JS : Très peu, j’en ai peur. Et il est important d’être honnête à ce sujet. Nous devons cesser de penser que si seulement nous maîtrisions un peu mieux la technologie, nous pourrions peut-être mieux nous protéger, nous et nos enfants. Je crois que c’est absurde. Je pense que les défis posés par le numérique ne peuvent être résolus pour l’essentiel qu’au niveau collectif. Cela signifie par le biais du mécanisme du droit. Cela ne devrait pas être laissé aux individus.
DT: Alors, à quoi ressemblerait ce type d’action collective ou d’action réglementaire ?
JS : Cela diffère d’une industrie à l’autre; technologie à technologie. Mais dans le livre, j'expose un certain nombre de possibilités. Premièrement, je pense que les individus puissants du secteur technologique devraient voir leur conduite réglementée d’une manière analogue à la manière dont les médecins, les avocats et les pharmaciens ont la leur.

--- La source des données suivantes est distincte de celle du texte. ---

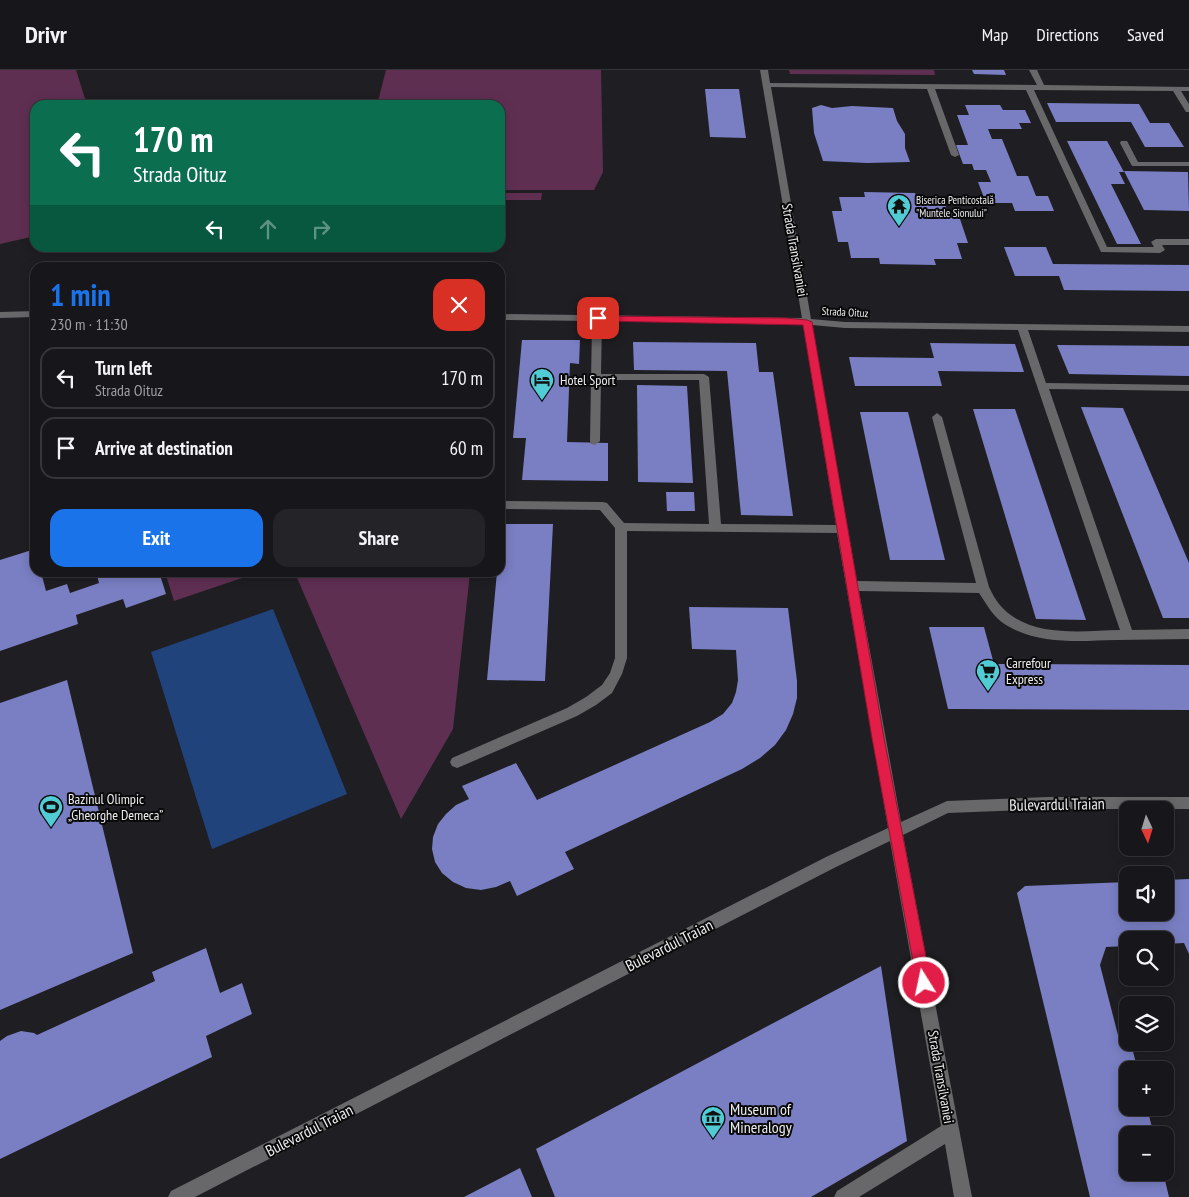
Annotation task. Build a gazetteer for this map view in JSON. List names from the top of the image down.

Deuxièmement, je pense que nous avons besoin d’une conception de l’antitrust plus large que celle que nous avons actuellement, qui se concentre actuellement étroitement sur les préoccupations économiques. Je pense que lorsque nous évaluons si une fusion ou une acquisition particulière est bonne pour la société, nous ne devrions pas seulement prendre en compte le prix; nous devrions prendre en compte des éléments tels que la diversité des médias et la concentration du pouvoir politique et social.
Troisièmement, j'aimerais voir les moyens par lesquels les individus et les régulateurs peuvent contester d'importants exercices de contrôle numérique. pouvoir, qu’il s’agisse de moyens de contester les algorithmes qui distribuent des hypothèques, des emplois, des logements ou prêts. Il s’agit d’un régime juridique raisonnablement complet que je décris dans le livre. À la base de tout cela se trouve un nouveau mécanisme permettant d’impliquer les citoyens dans les décisions concernant la technologie numérique. Il ne s’agit pas seulement de transférer le pouvoir des entreprises technologiques vers le Parlement, mais aussi du Parlement vers le peuple.
Cette interview a été éditée pour des raisons de longueur et de clarté.